Le Royaume-Uni complice de crimes de guerre israéliens, selon le tribunal de Jeremy Corbyn
Publié le 4.9.2025 à 22h56 – Par Marc Dufresne – Temps de lecture 7 mn
Le Tribunal de Gaza, une enquête non officielle, se déroule jeudi et vendredi à Westminster

Une cinquantaine de personnes se sont entassées dans une salle de l’église historique de Westminster pour entendre des témoignages sur le rôle de la Grande-Bretagne dans le génocide d’Israël à Gaza. Mais plus de 12 000 personnes regardaient en ligne.
Jeudi était le premier jour du très médiatisé tribunal de Gaza de l’ancien dirigeant travailliste Jeremy Corbyn, qui vise à tenir la Grande-Bretagne responsable de son rôle dans les crimes de guerre continus d’Israël à Gaza.
Le député indépendant, devenu une figure clé dans la création d’un nouveau parti de gauche, a présenté plus tôt cette année un projet de loi pour une enquête publique sur la coopération militaire de la Grande-Bretagne avec Israël.
Mais le gouvernement travailliste a bloqué le projet de loi. Cette enquête non officielle de deux jours a lieu à la place.
Il n’y avait rien de trivial dans le tribunal.

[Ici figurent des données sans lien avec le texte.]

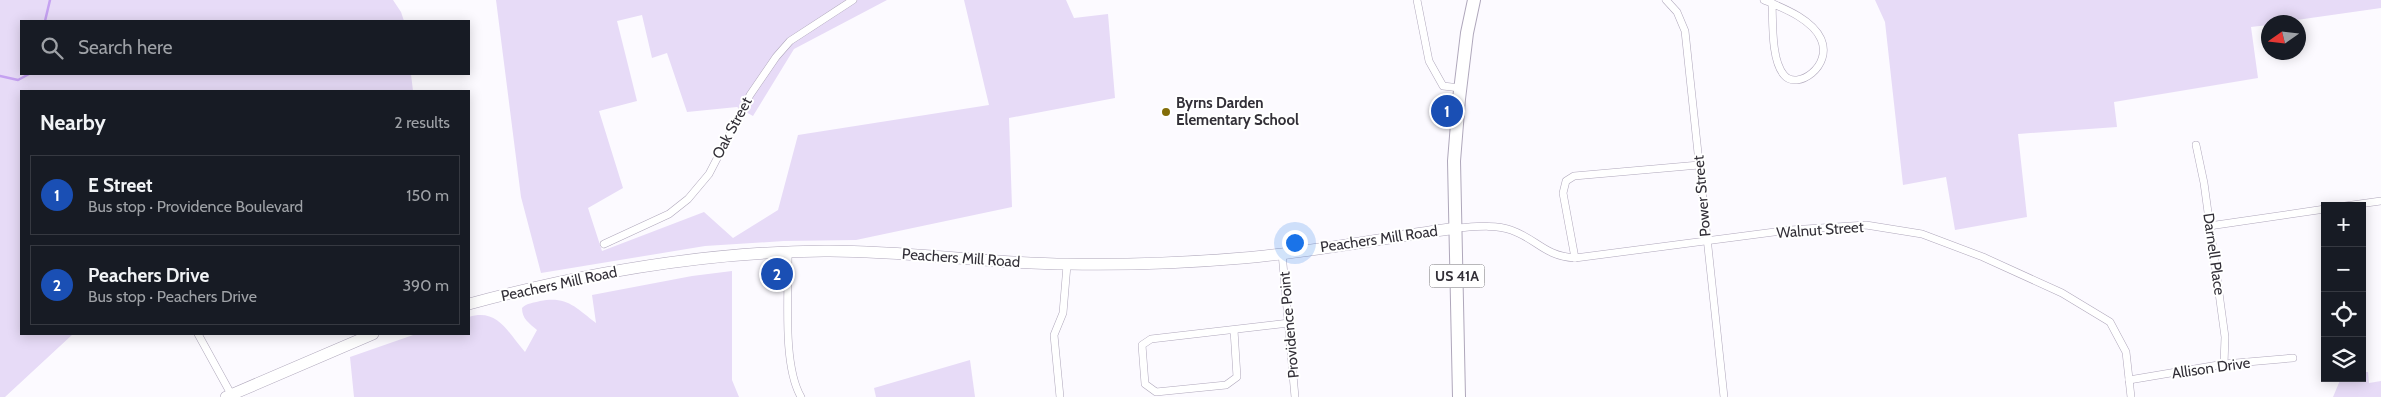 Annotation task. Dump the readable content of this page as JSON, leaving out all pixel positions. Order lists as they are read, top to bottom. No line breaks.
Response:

Des témoins oculaires, des rapporteurs de l’ONU, des journalistes, des médecins et des universitaires ont tous témoigné jeudi.
Francesca Albanese, rapporteuse spéciale de l’ONU sur la Palestine occupée, s’est adressée à l’enquête sur Zoom.
Elle a déclaré qu’il y avait une « exigence pour les États comme le Royaume-Uni de cesser les investissements et les relations économiques avec l’État d’Israël ».
« Les États, y compris le Royaume-Uni, sont en garde depuis des décennies » – Francesca Albanese, rapporteuse spéciale de l’ONU
Albanese a déclaré : « Les États, y compris le Royaume-Uni, sont avertis depuis des décennies de leurs obligations légales. »
Elle a ajouté qu’ils avaient « lamentablement échoué » en fournissant des armes, une assistance militaire et un soutien politique à Israël.
« Ce non-respect des obligations internationales de longue date pourrait suffire à établir une affaire pénale de complicité dans les actions d’Israël », a averti Albanese.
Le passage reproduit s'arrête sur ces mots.